BEGIN
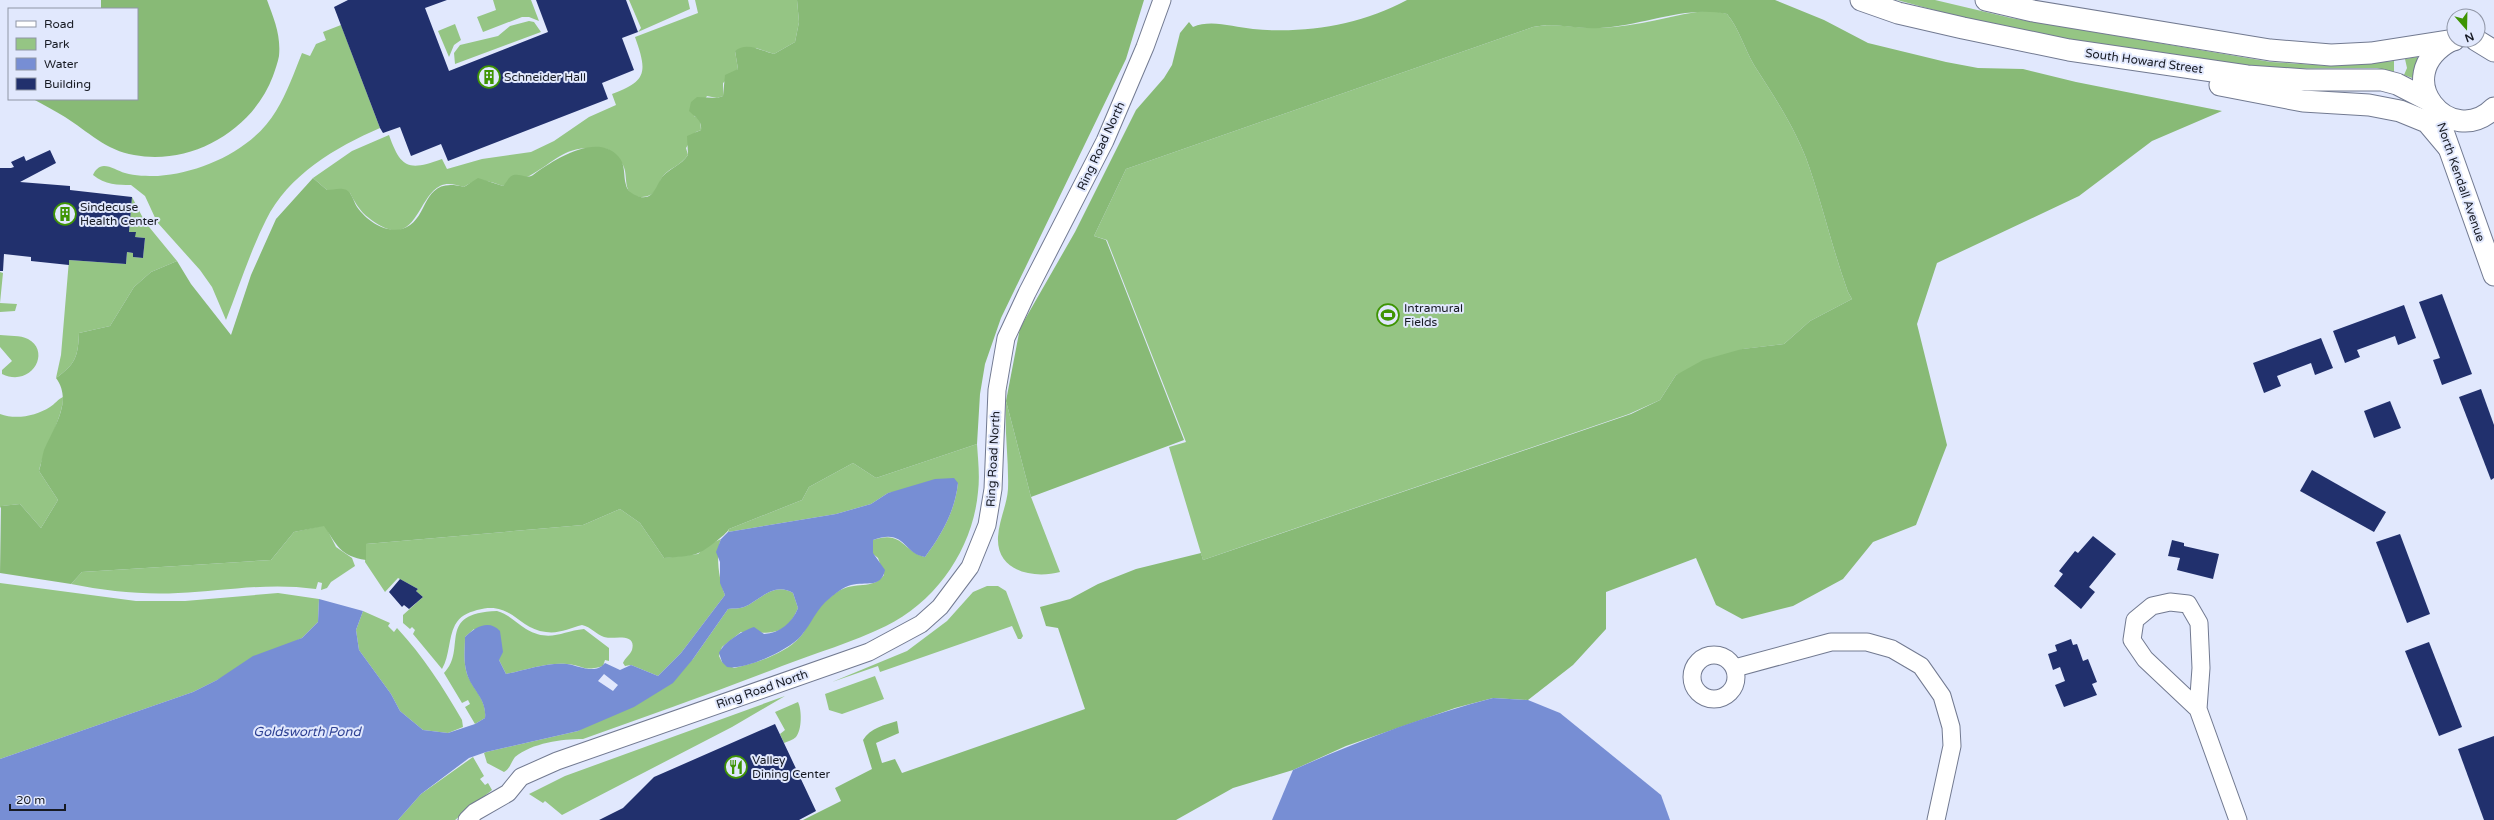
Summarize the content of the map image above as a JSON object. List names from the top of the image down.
{
  "streets": {
    "street": ["South Howard Street", "Ring Road North", "North Kendall Avenue"]
  },
  "crossings": [
    ["South Howard Street", "North Kendall Avenue"]
  ],
  "water": ["Goldsworth Pond"],
  "places": {
    "building": ["Schneider Hall", "Sindecuse Health Center"],
    "sports": ["Intramural Fields"],
    "restaurant": ["Valley Dining Center"]
  },
  "legend": [
    "Road",
    "Park",
    "Water",
    "Building"
  ],
  "scale_bar": "20 m",
  "north": "bottom"
}
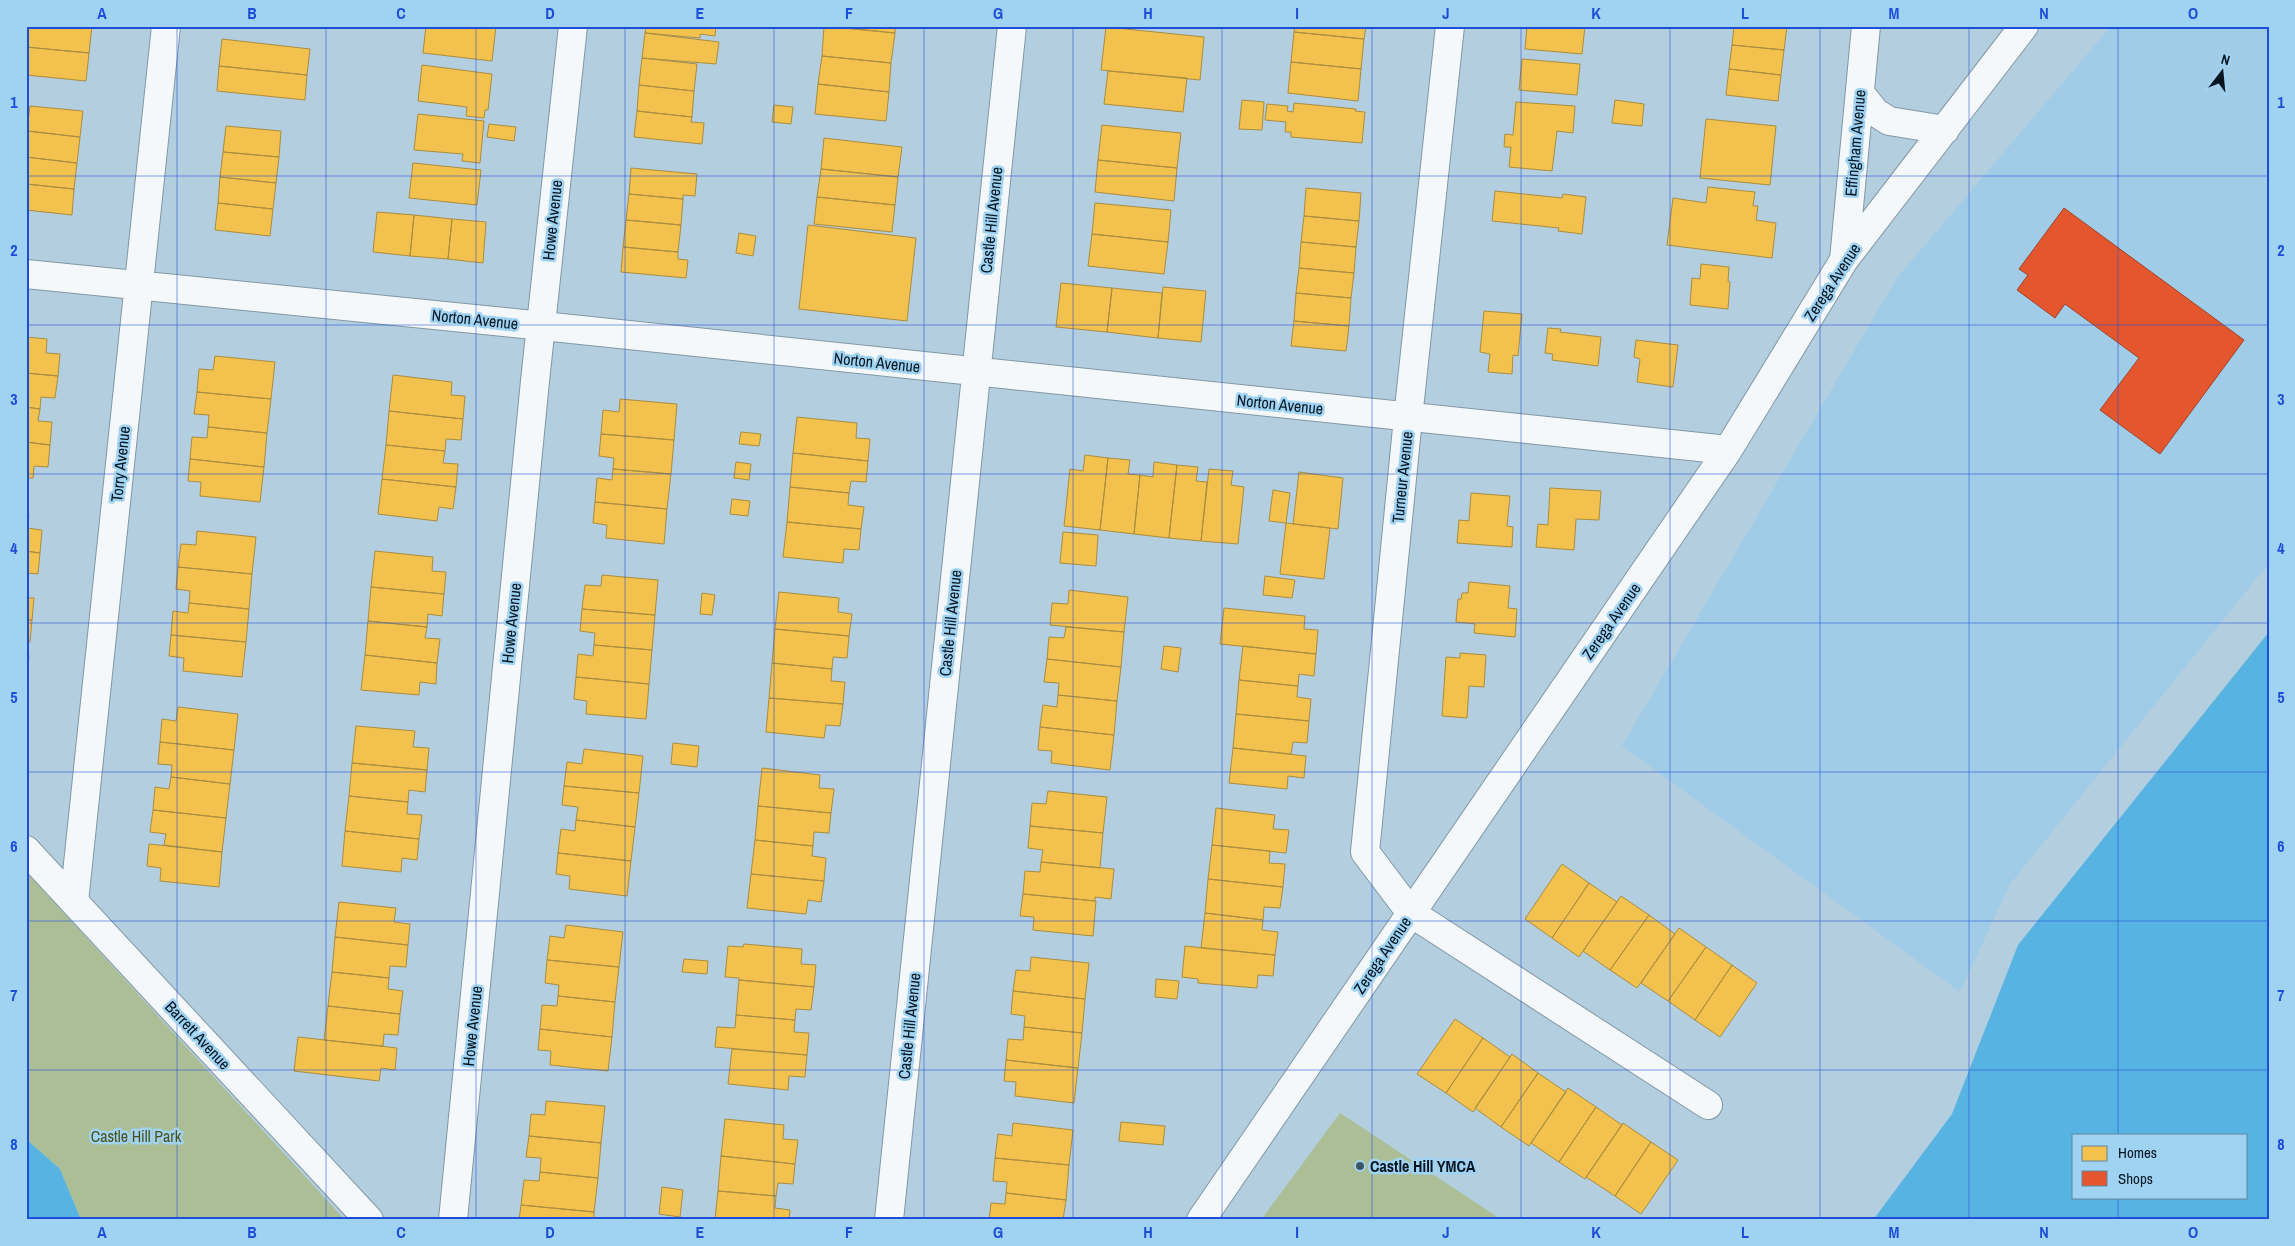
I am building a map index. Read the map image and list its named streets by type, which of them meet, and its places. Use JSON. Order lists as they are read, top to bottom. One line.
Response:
{"streets":{"street":["Effingham Avenue","Howe Avenue","Castle Hill Avenue","Zerega Avenue","Norton Avenue","Torry Avenue","Turneur Avenue","Barrett Avenue"]},"crossings":[["Effingham Avenue","Zerega Avenue"],["Howe Avenue","Norton Avenue"],["Castle Hill Avenue","Norton Avenue"],["Zerega Avenue","Norton Avenue"],["Zerega Avenue","Turneur Avenue"],["Norton Avenue","Torry Avenue"],["Norton Avenue","Turneur Avenue"],["Torry Avenue","Barrett Avenue"]],"parks":["Castle Hill Park"],"places":["Castle Hill YMCA"],"legend":["Homes","Shops"],"north":"top","grid":{"columns":["A","B","C","D","E","F","G","H","I","J","K","L","M","N","O"],"rows":["1","2","3","4","5","6","7","8"]}}
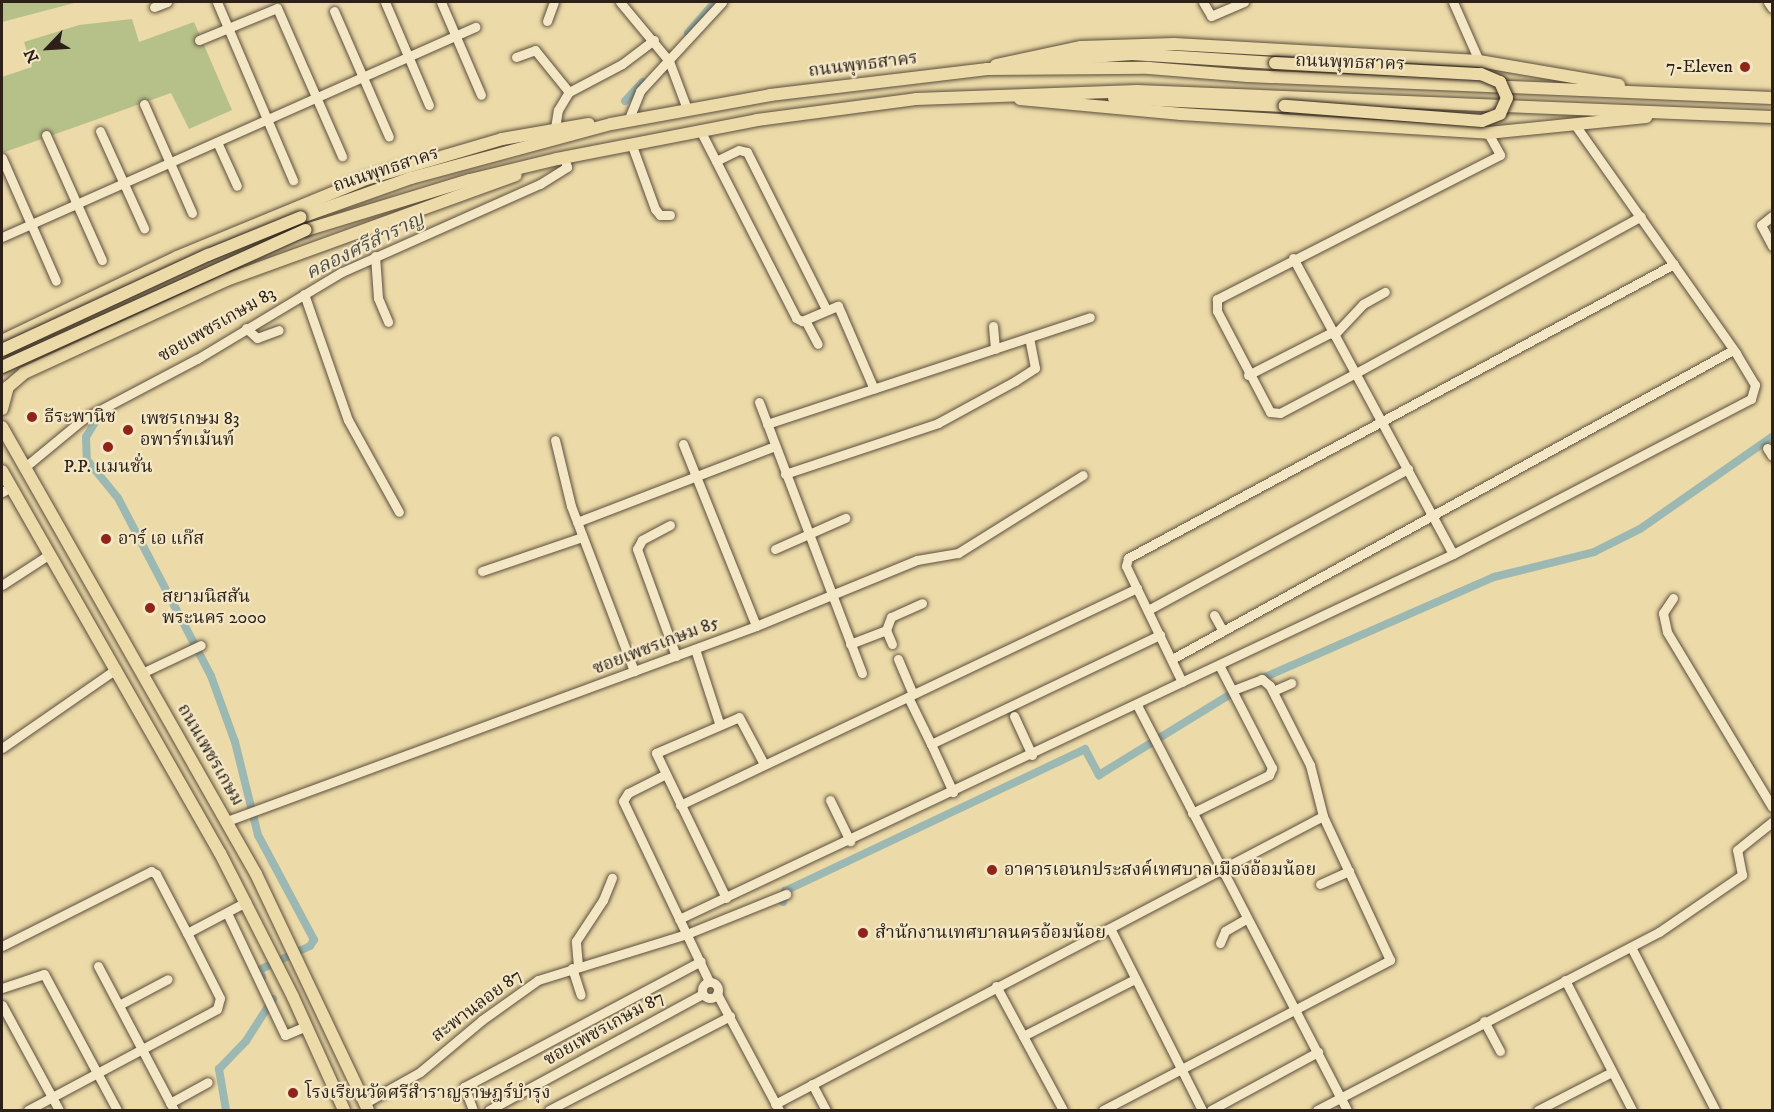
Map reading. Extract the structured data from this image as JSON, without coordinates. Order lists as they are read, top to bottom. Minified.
{"streets":{"main road":["ถนนพุทธสาคร","ถนนเพชรเกษม"],"street":["ซอยเพชรเกษม 83","ซอยเพชรเกษม 85","สะพานลอย 87","ซอยเพชรเกษม 87"]},"crossings":[["ถนนพุทธสาคร","ซอยเพชรเกษม 83"],["ซอยเพชรเกษม 83","ถนนเพชรเกษม"],["ซอยเพชรเกษม 85","ถนนเพชรเกษม"],["ถนนเพชรเกษม","สะพานลอย 87"]],"water":["คลองศรีสำราญ"],"places":["7-Eleven","ธีระพานิช","เพชรเกษม 83 อพาร์ทเม้นท์","P.P. แมนชั่น","อาร์ เอ แก๊ส","สยามนิสสัน พระนคร 2000","อาคารเอนกประสงค์เทศบาลเมืองอ้อมน้อย","สำนักงานเทศบาลนครอ้อมน้อย","โรงเรียนวัดศรีสําราญราษฎร์บํารุง"],"north":"bottom left"}
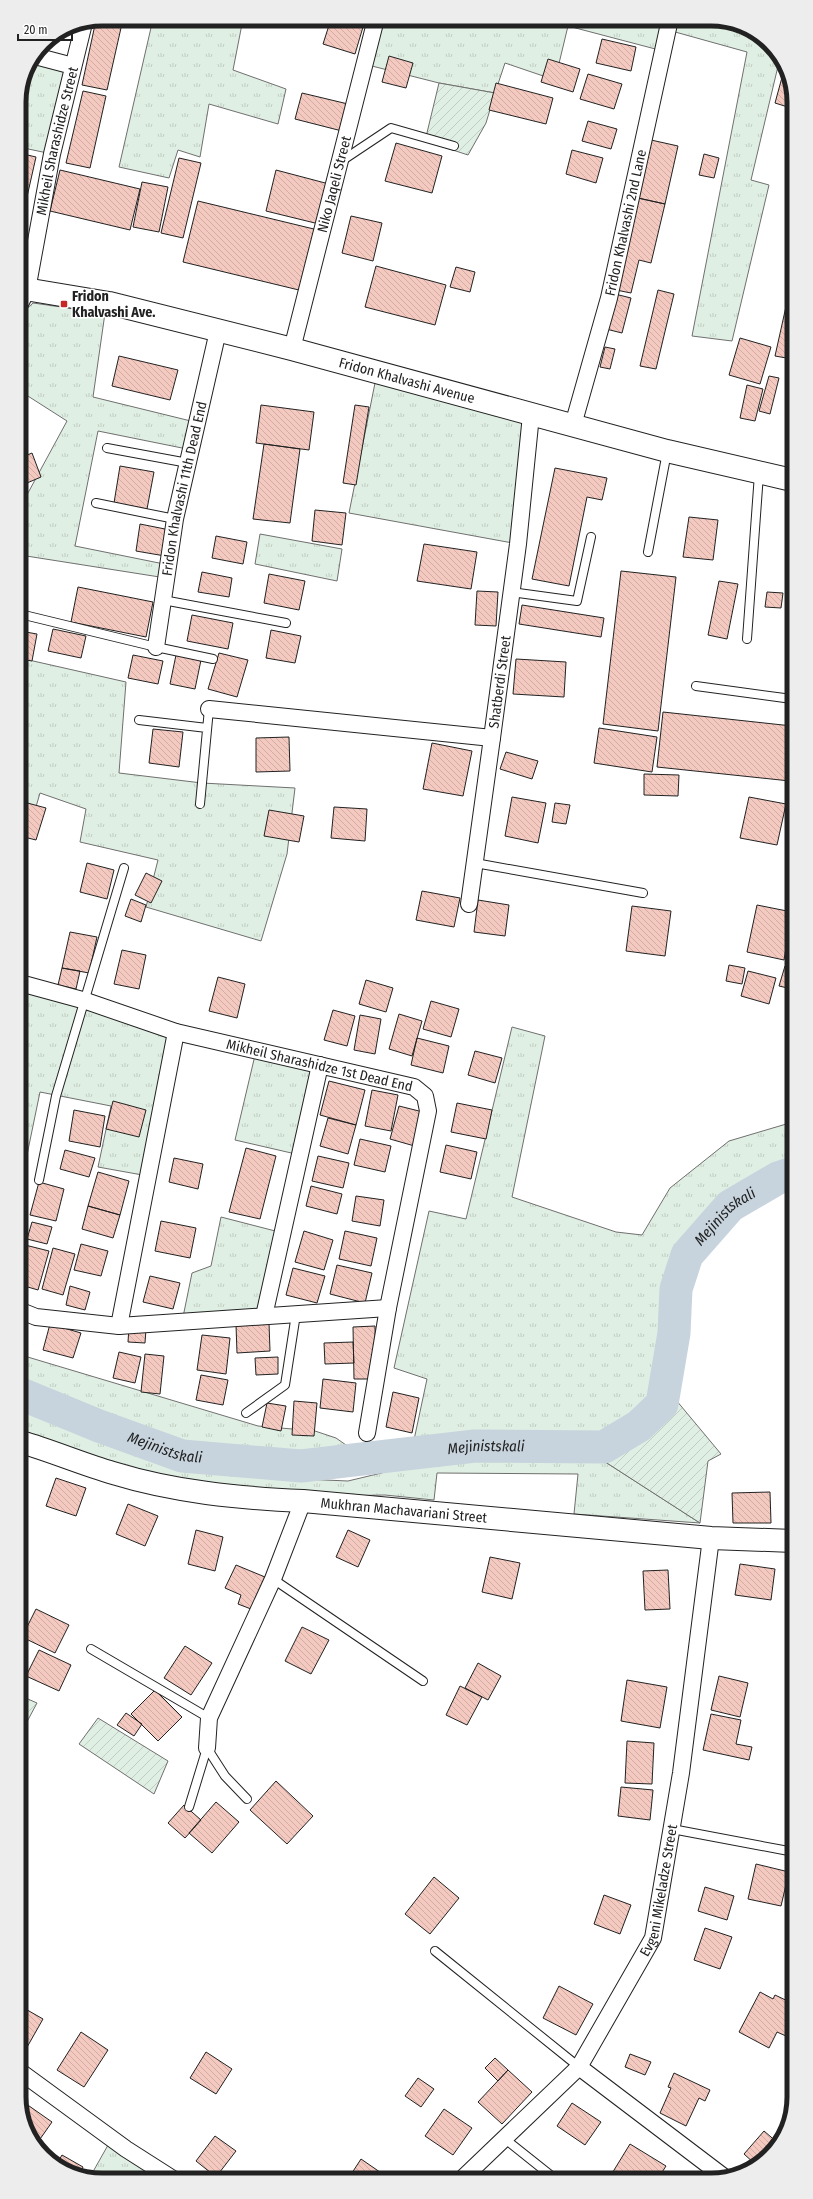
END
● Task brief
Transcribe the preceding listing in its entirety and with exact wording, leaving out pictures.

● Exercise output
Summarize the content of the map image above as a JSON object. List names from the top of the image down.
{
  "streets": {
    "street": ["South Howard Street", "Ring Road North", "North Kendall Avenue"]
  },
  "crossings": [
    ["South Howard Street", "North Kendall Avenue"]
  ],
  "water": ["Goldsworth Pond"],
  "places": {
    "building": ["Schneider Hall", "Sindecuse Health Center"],
    "sports": ["Intramural Fields"],
    "restaurant": ["Valley Dining Center"]
  },
  "legend": [
    "Road",
    "Park",
    "Water",
    "Building"
  ],
  "scale_bar": "20 m",
  "north": "bottom"
}
I am building a map index. Read the map image and list its named streets by type, which of them meet, and its places. Use JSON. Order lists as they are read, top to bottom. One line.
Response:
{"streets":{"street":["Effingham Avenue","Howe Avenue","Castle Hill Avenue","Zerega Avenue","Norton Avenue","Torry Avenue","Turneur Avenue","Barrett Avenue"]},"crossings":[["Effingham Avenue","Zerega Avenue"],["Howe Avenue","Norton Avenue"],["Castle Hill Avenue","Norton Avenue"],["Zerega Avenue","Norton Avenue"],["Zerega Avenue","Turneur Avenue"],["Norton Avenue","Torry Avenue"],["Norton Avenue","Turneur Avenue"],["Torry Avenue","Barrett Avenue"]],"parks":["Castle Hill Park"],"places":["Castle Hill YMCA"],"legend":["Homes","Shops"],"north":"top","grid":{"columns":["A","B","C","D","E","F","G","H","I","J","K","L","M","N","O"],"rows":["1","2","3","4","5","6","7","8"]}}
Map reading. Extract the structured data from this image as JSON, without coordinates. Order lists as they are read, top to bottom. Minified.
{"streets":{"main road":["ถนนพุทธสาคร","ถนนเพชรเกษม"],"street":["ซอยเพชรเกษม 83","ซอยเพชรเกษม 85","สะพานลอย 87","ซอยเพชรเกษม 87"]},"crossings":[["ถนนพุทธสาคร","ซอยเพชรเกษม 83"],["ซอยเพชรเกษม 83","ถนนเพชรเกษม"],["ซอยเพชรเกษม 85","ถนนเพชรเกษม"],["ถนนเพชรเกษม","สะพานลอย 87"]],"water":["คลองศรีสำราญ"],"places":["7-Eleven","ธีระพานิช","เพชรเกษม 83 อพาร์ทเม้นท์","P.P. แมนชั่น","อาร์ เอ แก๊ส","สยามนิสสัน พระนคร 2000","อาคารเอนกประสงค์เทศบาลเมืองอ้อมน้อย","สำนักงานเทศบาลนครอ้อมน้อย","โรงเรียนวัดศรีสําราญราษฎร์บํารุง"],"north":"bottom left"}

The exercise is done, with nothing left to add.